45.) Tijdens het gezamenlijke gebed met tegenzin staan in de voorste rij. Aboe Hoerayrah (moge Allah tevreden zijn met hem) verhaalde dat de boodschapper van Allah (Allahs zegeningen en vrede zijn met hem) zei (Nederlandstalige interpretatie): “Als de mensen de waarde van de adzaan (oproep tot het gebed) en (het staan in) de eerste rij (direct achter de imaam) zouden weten, dan zouden zij niets anders weten dan te loten om dit voorrecht te verkrijgen. Wanneer zij de waarde zouden weten van het zo vroeg mogelijk naar het gebed komen, zouden zij met elkaar wedijveren in het erheen haasten; en als zij de waarde wisten van de avond- en ochtendgebeden dan zouden zij komen, al moesten zij kruipen.” (Overgeleverd door al-Boekhaarie en Moeslim.)
46.) Het zitten in een tawarroek houding in de laatste rak’ah van het fadjr en al-djoemoe’ah gebed. Het is prijzenswaardig om in de tawarroek-houding te gaan zitten, alleen in de laatste rak’ah van het dhzohr, ‘asr, maghrib en ‘ishaa-e gebed.

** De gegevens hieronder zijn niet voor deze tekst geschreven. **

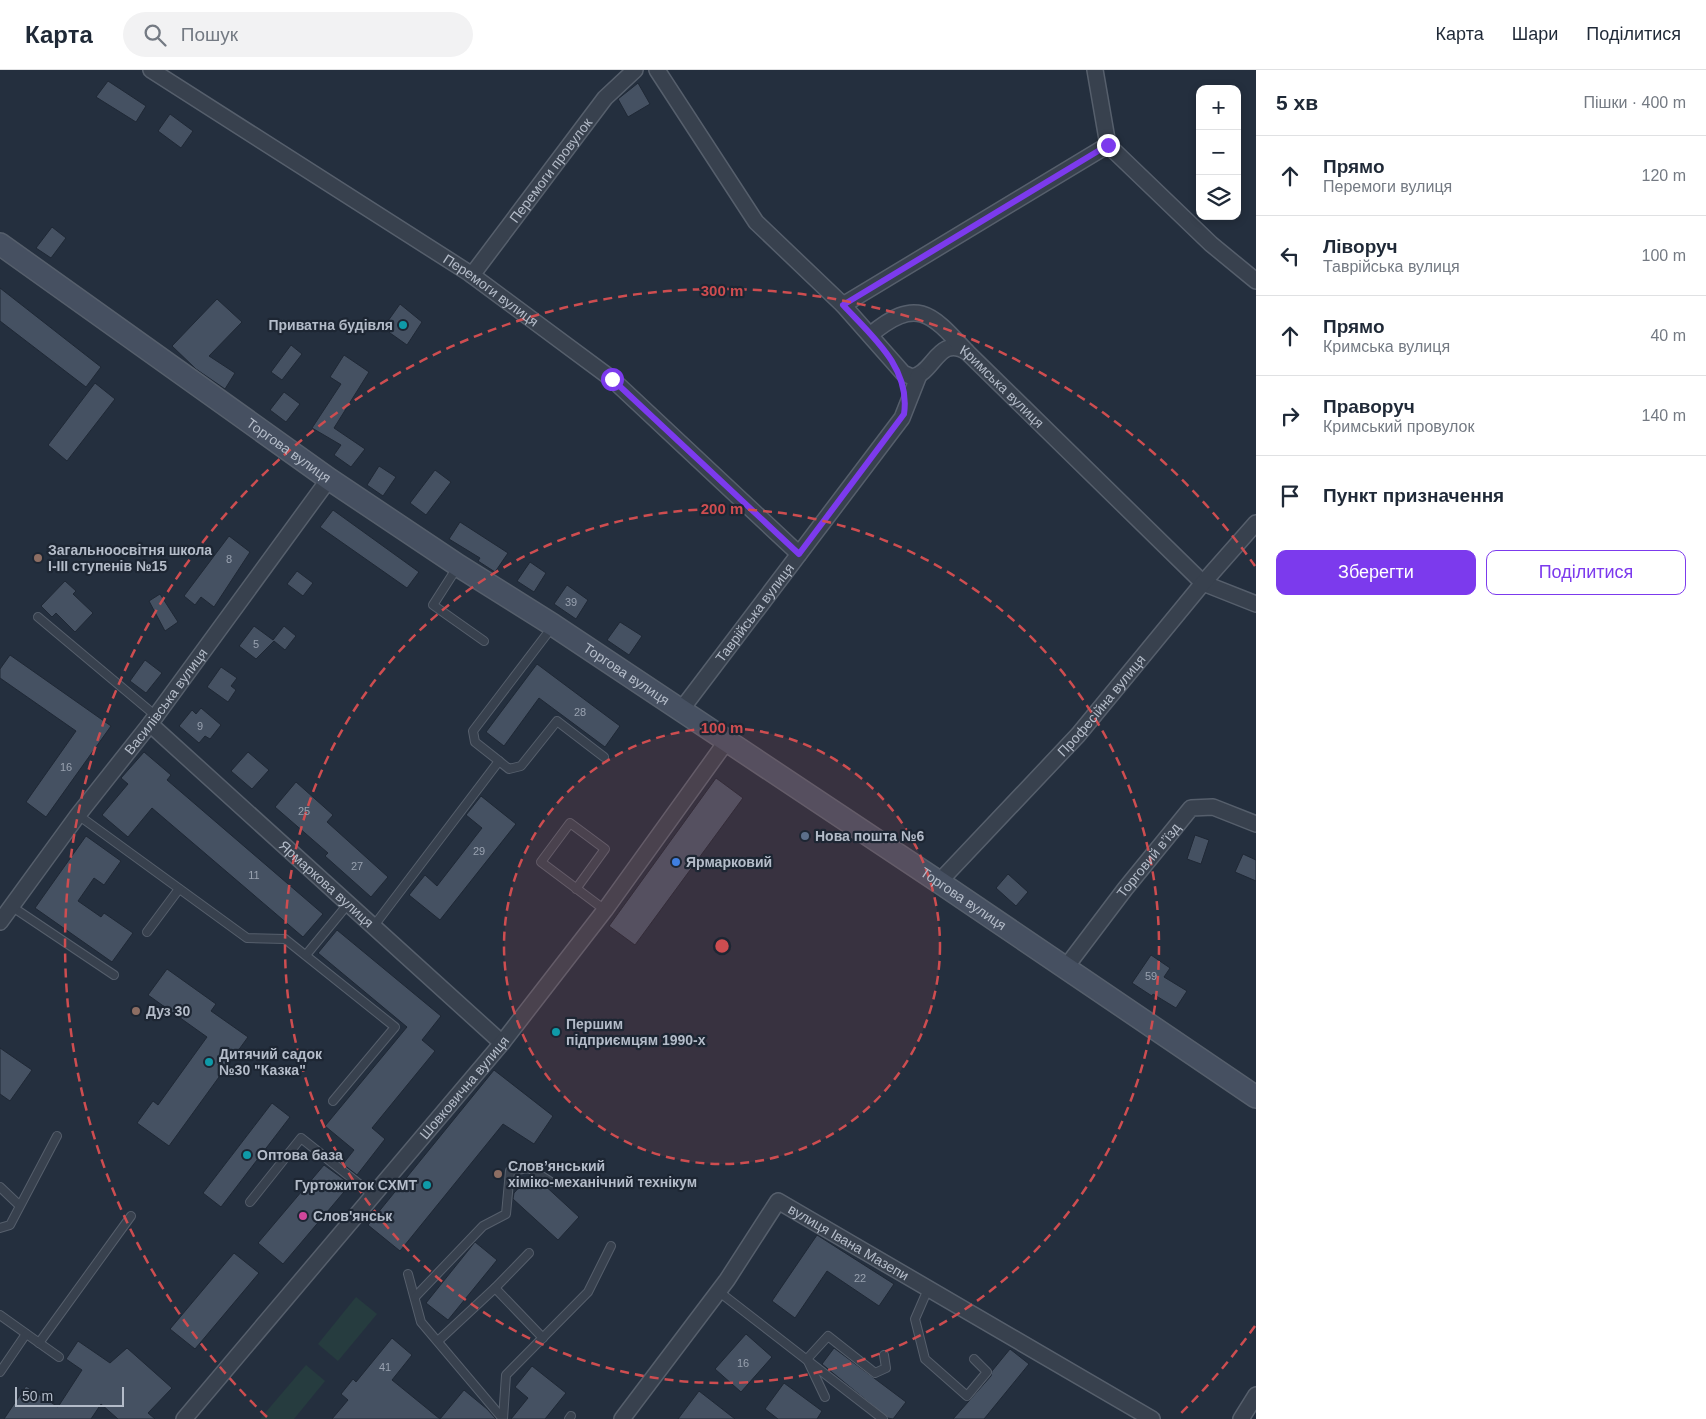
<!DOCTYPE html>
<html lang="uk">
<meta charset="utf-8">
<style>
:root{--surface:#fff;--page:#f2f2f3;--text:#1f2937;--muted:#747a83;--line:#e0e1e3;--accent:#7c3aed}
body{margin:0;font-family:Helvetica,sans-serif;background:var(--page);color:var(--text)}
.controls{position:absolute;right:15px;top:15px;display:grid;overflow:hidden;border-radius:10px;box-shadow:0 2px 8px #0003}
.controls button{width:45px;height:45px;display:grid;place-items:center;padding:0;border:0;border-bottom:1px solid var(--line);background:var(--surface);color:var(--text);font:25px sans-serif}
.scale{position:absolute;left:15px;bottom:12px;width:109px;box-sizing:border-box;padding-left:5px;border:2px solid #b4bcc9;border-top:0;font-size:14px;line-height:18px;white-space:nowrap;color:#b4bcc9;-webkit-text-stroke:4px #1d2633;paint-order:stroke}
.stop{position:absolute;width:15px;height:15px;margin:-11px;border:4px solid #7c3aed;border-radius:50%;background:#fff}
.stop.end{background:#7c3aed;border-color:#fff;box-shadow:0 1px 5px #0008}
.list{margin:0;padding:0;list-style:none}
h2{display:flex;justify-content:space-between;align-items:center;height:65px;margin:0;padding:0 20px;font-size:21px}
h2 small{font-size:16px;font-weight:400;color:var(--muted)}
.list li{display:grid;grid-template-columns:32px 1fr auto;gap:15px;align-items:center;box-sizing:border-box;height:80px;padding:0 20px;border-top:1px solid var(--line)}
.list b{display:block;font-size:19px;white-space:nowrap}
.list p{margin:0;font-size:16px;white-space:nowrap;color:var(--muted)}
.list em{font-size:16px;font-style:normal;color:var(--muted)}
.actions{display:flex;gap:10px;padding:15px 20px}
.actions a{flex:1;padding:11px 0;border:1px solid var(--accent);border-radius:10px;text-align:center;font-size:18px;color:var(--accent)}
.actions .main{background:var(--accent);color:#fff}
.icon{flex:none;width:28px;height:28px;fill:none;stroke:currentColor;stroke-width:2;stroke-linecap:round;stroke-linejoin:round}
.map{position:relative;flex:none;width:1256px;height:1349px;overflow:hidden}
header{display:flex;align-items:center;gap:30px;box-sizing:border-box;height:70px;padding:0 25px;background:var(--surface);border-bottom:1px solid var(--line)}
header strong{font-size:24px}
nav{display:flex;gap:28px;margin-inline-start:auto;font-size:18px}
.search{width:350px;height:45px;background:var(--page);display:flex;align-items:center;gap:12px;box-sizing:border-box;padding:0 18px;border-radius:28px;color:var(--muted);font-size:19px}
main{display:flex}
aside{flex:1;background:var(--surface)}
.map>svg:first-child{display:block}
</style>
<header>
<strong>Карта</strong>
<div class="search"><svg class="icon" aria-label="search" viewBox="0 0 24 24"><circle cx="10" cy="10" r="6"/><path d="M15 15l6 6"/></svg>Пошук</div>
<nav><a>Карта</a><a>Шари</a><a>Поділитися</a></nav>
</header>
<main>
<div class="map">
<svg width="1256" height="1349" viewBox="0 0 1256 1349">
<rect width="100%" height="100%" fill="#242f3e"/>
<!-- green -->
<g fill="#263c3f">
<path d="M356 1227 377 1244 338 1291 318 1274Z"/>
<path d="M306 1295 325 1311 294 1349H260Z"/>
</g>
<!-- building -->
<g fill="#455162" stroke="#1f2835">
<path d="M108 11 146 36 136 52 96 27Z"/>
<path d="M638 13 650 34 628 47 618 29Z"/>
<path d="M170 44 193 61 181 78 158 61Z"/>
<path d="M52 157 66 168 51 188 36 178Z"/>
<path d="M0 218 101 297 86 317 0 251Z"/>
<path d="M217 229 242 252 209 286 235 303 225 319 196 299 172 276Z"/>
<path d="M400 234 422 252 407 275 383 258Z"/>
<path d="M291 275 302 284 282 310 271 302Z"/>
<path d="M344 285 369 302 334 358 365 379 351 397 334 385 341 375 312 358 341 314 330 307Z"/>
<path d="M95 313 115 329 67 391 48 375Z"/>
<path d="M284 322 300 334 286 352 270 340Z"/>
<path d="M379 396 396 407 383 426 367 415Z"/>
<path d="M435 400 451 412 426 445 410 433Z"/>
<path d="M333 440 419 502 407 518 320 457Z"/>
<path d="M460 452 508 483 495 502 478 491 480 488 449 469Z"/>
<path d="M229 466 250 482 214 537 201 527 195 535 184 526Z"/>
<path d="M530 492 546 503 534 522 517 511Z"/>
<path d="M297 501 313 513 303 526 287 514Z"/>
<path d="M65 511 76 521 73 524 93 543 75 562 56 543 52 547 41 536Z"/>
<path d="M567 515 588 530 576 549 554 534Z"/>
<path d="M160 524 178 552 165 561 149 531Z"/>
<path d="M620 552 642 566 629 585 607 570Z"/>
<path d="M254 556 273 570 284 556 296 566 285 580 274 571 256 589 239 576Z"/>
<path d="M10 585 111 656 46 747 26 732 76 661 0 608V599Z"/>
<path d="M145 590 162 603 146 623 130 611Z"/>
<path d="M537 594 620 656 605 677 539 628 504 676 486 662Z"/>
<path d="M221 597 237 608 231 616 236 620 228 632 207 617Z"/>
<path d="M201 638 221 655 210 669 205 666 199 673 179 656 192 640 196 644Z"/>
<path d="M144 682 171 705 167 710 323 844 303 867 152 738 128 767 102 745 128 714 121 708Z"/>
<path d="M248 682 269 700 252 719 231 701Z"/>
<path d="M716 708 743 728 635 875 609 856Z"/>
<path d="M296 712 333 745 327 752 388 807 371 827 325 786 328 783 275 737Z"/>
<path d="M481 726 516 754 440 850 409 825 425 805 437 816 482 758 466 745Z"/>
<path d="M1195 765 1209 770 1201 794 1187 789Z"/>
<path d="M86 766 121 791 104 815 94 808 78 831 101 847 104 843 133 863 112 892 35 838Z"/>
<path d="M1243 784 1256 790V811L1235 802Z"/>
<path d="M1008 804 1028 822 1016 836 996 818Z"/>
<path d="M337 860 441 946 422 970 435 981 372 1058 385 1069 357 1105 343 1094 354 1080 325 1056 407 957 318 883Z"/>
<path d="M1151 885 1170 898 1164 907 1187 921 1176 938 1153 924 1152 926 1132 913Z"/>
<path d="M167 899 216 934 211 941 248 967 169 1076 137 1053 153 1031 158 1035 207 967 148 925Z"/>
<path d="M0 978 32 1000 10 1031 0 1024Z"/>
<path d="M494 1000 553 1046 534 1074 503 1054 400 1181 368 1155Z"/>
<path d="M272 1033 290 1047 221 1137 203 1123Z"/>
<path d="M324 1095 350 1114 349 1116 283 1194 258 1173Z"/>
<path d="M530 1105 541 1112 579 1147 558 1170 513 1129 514 1123Z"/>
<path d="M817 1165 894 1214 879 1236 827 1201 795 1248 772 1231Z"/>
<path d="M475 1172 497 1190 448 1250 426 1233Z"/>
<path d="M234 1183 259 1203 195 1279 170 1259Z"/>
<path d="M746 1264 772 1287 741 1322 715 1299Z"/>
<path d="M392 1268 412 1285 392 1310 440 1349H332L348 1330 341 1324 353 1309 356 1312Z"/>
<path d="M78 1271 110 1293 127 1278 172 1318 148 1343 155 1349H118L101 1334 91 1349H4L26 1316 58 1337 82 1300 66 1289Z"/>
<path d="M834 1278 906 1332 893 1349 888 1348 822 1294Z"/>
<path d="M1010 1279 1029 1294 984 1349H953L991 1306 992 1301Z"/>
<path d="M532 1296 566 1323 545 1349H511L528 1328 515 1317Z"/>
<path d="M784 1313 822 1341 817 1349H778L765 1339Z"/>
<path d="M464 1320 487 1339 496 1349H440Z"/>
<path d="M699 1321 735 1349H678Z"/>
</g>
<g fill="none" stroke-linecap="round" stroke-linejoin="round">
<defs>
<g id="lane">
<path d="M458 496 433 535 484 571"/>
<path d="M38 547 156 646"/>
<path d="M499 691 509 699 521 696 557 651 604 687"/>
<path d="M78 745 247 868 285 869 395 957 333 1031"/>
<path d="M576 819 605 779 570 753 541 792 605 840"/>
<path d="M11 836 114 905"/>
<path d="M373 857 499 691 475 672 473 661 553 556"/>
<path d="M147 862 179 819"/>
<path d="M306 885 348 834"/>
<path d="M0 1117 19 1135"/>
<path d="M250 1132 301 1068 373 1125"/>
<path d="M0 1158 10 1155 57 1066"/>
<path d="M408 1204 421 1252 503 1349"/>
<path d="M495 1218 529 1183"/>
<path d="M928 1219 915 1249 925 1289 967 1326 987 1302 974 1289"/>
<path d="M718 1221 883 1349"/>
<path d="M415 1227 483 1156 506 1144 510 1101 529 1098 551 1112"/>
<path d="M0 1245 59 1287"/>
<path d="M438 1271 495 1218 543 1268"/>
<path d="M39 1273 131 1146"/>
<path d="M0 1302 26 1264"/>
<path d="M825 1327 807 1289 828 1266 875 1303 886 1298 884 1285"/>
<path d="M503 1349 506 1305 588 1222 611 1176"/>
<path d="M569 1349 571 1346"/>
</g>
<g id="street">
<path id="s1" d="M151 0 469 203 612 309 799 484"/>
<path id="s2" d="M657 0 756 152 843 235 903 303 912 307C934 304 938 264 967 282L1203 513 1256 534"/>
<path d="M1095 0 1108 75 1211 174 1256 211"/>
<path id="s3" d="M472 205 605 28 635 0"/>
<path d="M843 235 1108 75"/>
<path d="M870 265C917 226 931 243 967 282"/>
<path id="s4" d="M681 640 902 348 919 305"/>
<path id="s5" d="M150 654 502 973"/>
<path id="s6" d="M939 812 1078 665 1203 513 1256 453"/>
<path id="s7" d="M0 852 78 745 150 654 329 409"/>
<path id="s8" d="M1066 897 1125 819 1191 738 1213 737 1256 754"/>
<path id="s9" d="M184 1349 502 973 605 840 726 672"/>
<path id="s10" d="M622 1349 727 1210 778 1131 1152 1349"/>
<path d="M1241 1349 1256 1325"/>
</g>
<g id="secondary">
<path id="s11" d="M0 174 329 409 459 496 553 555 939 812 1256 1027"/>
</g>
</defs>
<!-- lane casing -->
<use href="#lane" stroke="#565f6c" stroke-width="10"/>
<!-- street casing -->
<use href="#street" stroke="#565f6c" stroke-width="18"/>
<!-- secondary casing -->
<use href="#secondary" stroke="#565f6c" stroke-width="24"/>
<!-- lane -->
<use href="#lane" stroke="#38414e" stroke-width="8"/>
<!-- street -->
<use href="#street" stroke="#38414e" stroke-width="15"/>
<!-- secondary -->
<use href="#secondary" stroke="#465061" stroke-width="21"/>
</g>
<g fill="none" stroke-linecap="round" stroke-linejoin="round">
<!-- route -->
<path stroke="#7c3aed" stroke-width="6" d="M612 309 799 484 904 344C911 298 872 266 843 235L1108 75"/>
</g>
<!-- distance rings -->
<circle cx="722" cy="876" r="218" fill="#ce4d50" fill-opacity=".12"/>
<g fill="none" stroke="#ce4d50" stroke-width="2.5" stroke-dasharray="9 6">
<circle cx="722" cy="876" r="218"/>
<circle cx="722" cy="876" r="437"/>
<path d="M1255 1256A655 655 0 0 1 1177 1347M267 1347A655 655 0 1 1 1255 496"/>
</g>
<!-- markers -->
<g fill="#0f9aa8" stroke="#1d2633" stroke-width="2">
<circle cx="403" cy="255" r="5"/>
<circle cx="556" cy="962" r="5"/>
<circle cx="209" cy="992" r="5"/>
<circle cx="247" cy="1085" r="5"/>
<circle cx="427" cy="1115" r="5"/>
</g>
<g fill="#8d6e63" stroke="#1d2633" stroke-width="2">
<circle cx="38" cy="488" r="5"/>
<circle cx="136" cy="941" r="5"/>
<circle cx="498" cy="1104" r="5"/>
</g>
<circle fill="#5c6f8a" stroke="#1d2633" stroke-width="2" cx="805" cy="766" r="5"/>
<circle fill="#3f7fe0" stroke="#1d2633" stroke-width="2" cx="676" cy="792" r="5"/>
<circle fill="#d1479c" stroke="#1d2633" stroke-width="2" cx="303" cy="1146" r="5"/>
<g text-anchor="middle" stroke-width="4.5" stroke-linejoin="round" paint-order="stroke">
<!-- number labels -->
<g font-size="11" fill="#98a1af">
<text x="229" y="493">8</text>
<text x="571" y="536">39</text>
<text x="256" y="578">5</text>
<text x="580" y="646">28</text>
<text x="200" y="660">9</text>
<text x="66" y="701">16</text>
<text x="304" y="745">25</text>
<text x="479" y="785">29</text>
<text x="357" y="800">27</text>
<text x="254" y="809">11</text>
<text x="1151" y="910">59</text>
<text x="860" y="1212">22</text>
<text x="743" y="1297">16</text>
<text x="385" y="1301">41</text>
</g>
<!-- street labels -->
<g font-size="14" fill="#b4bcc9" stroke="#1d2633">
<text dy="5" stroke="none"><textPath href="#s3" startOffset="131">Перемоги провулок</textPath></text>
<text dy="5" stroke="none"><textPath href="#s1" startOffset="405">Перемоги вулиця</textPath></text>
<text dy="5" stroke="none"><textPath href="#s2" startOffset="518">Кримська вулиця</textPath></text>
<text dy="5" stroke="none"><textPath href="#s11" startOffset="355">Торгова вулиця</textPath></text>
<text dy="5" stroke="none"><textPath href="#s4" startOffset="122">Таврійська вулиця</textPath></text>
<text dy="5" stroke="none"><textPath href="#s11" startOffset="760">Торгова вулиця</textPath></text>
<text dy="5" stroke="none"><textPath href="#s7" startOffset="276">Василівська вулиця</textPath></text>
<text dy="5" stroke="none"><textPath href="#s6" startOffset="240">Професійна вулиця</textPath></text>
<text dy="5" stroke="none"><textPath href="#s8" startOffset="135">Торговий в’їзд</textPath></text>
<text dy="5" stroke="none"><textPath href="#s5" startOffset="238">Ярмаркова вулиця</textPath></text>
<text dy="5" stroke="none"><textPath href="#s11" startOffset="1165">Торгова вулиця</textPath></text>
<text dy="5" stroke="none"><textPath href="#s9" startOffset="434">Шовковична вулиця</textPath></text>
<text dy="5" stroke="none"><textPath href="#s10" startOffset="350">вулиця Івана Мазепи</textPath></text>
</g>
<!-- poi labels -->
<g font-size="14" font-weight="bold" fill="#b4bcc9" stroke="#1d2633" text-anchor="start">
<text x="393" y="260" text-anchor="end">Приватна будівля</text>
<text x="48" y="485">Загальноосвітня школа<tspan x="48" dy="16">І-ІІІ ступенів №15</tspan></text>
<text x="815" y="771">Нова пошта №6</text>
<text x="686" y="797">Ярмарковий</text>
<text x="146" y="946">Дуз 30</text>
<text x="566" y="959">Першим<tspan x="566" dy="16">підприємцям 1990-х</tspan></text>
<text x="219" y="989">Дитячий садок<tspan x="219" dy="16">№30 "Казка"</tspan></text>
<text x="257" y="1090">Оптова база</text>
<text x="508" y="1101">Слов’янський<tspan x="508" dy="16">хіміко-механічний технікум</tspan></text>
<text x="417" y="1120" text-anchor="end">Гуртожиток СХМТ</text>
<text x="313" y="1151">Слов'янськ</text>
</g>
</g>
<circle cx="722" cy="876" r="8" fill="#ce4d50" stroke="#1d2633" stroke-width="2.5"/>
<g font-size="15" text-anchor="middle" font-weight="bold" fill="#ce4d50" stroke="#1d2633" stroke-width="4.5" stroke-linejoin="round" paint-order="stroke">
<text x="722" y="226">300 m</text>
<text x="722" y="444">200 m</text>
<text x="722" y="663">100 m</text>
</g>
</svg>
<div class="controls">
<button>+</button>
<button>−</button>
<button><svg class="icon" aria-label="layers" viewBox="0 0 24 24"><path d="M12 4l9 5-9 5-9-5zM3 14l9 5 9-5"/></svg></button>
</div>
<div class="scale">50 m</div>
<div class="stop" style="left:612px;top:309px"></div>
<div class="stop end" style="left:1108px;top:75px"></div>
</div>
<aside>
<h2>5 хв<small>Пішки · 400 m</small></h2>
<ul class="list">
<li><svg class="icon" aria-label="ahead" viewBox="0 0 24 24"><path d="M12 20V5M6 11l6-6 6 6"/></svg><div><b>Прямо</b><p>Перемоги вулиця</p></div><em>120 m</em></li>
<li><svg class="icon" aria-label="left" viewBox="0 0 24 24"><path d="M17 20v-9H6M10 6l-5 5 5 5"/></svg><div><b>Ліворуч</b><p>Таврійська вулиця</p></div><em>100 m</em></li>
<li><svg class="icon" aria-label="ahead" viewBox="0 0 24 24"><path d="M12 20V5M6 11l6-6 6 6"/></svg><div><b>Прямо</b><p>Кримська вулиця</p></div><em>40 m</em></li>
<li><svg class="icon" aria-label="right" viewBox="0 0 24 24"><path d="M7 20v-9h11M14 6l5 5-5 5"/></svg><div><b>Праворуч</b><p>Кримський провулок</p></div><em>140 m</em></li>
<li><svg class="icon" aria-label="arrive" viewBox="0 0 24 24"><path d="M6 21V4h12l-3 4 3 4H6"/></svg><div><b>Пункт призначення</b></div></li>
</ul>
<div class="actions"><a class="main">Зберегти</a><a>Поділитися</a></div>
</aside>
</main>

Tawarroek is beschreven in Sah’ieh’ al-Boekhaarie als het rusten van het lichaam, tijdens het zitten, op het linker dijbeen met de linkervoet onder het rechterbeen, terwijl de rechtervoet rechtop staat; het lichaam wordt ondersteund door de linkerhand die de linkerknie vasthoudt.
47.) Je hoofd overmatig naar beneden buigen of omhoog drukken, alsook overmatig je rug buigen in de roekoe’– en sadjdah-houding. Het hoofd moet in een normale positie gehouden worden, terwijl de rug recht moet zijn tijdens de roekoe’-houding om met de benen een rechte hoek te vormen. Steek je armen naar de zijkant in de roekoe’– en de sadjdah-houding (mits dit mogelijk is tijdens de gezamenlijke gebeden) en druk je buik naar je dijbenen in soedjoed, zodat je rug recht is. De boodschapper van Allah (Allahs zegeningen en vrede zijn met hem) heeft gezegd (Nederlandstalige interpretatie): “Laat niemand van jullie zich ondersteunen door zijn onderarm (in de soedjoed) zoals honden doen.” (Zie punt 14 in dit artikel.) De boodschapper van Allah (Allahs zegeningen en vrede zijn met hem) hield zijn armen weg van zijn lichaam tijdens de roekoe’ en soedjoed, zodat het wit van zijn oksels zichtbaar was.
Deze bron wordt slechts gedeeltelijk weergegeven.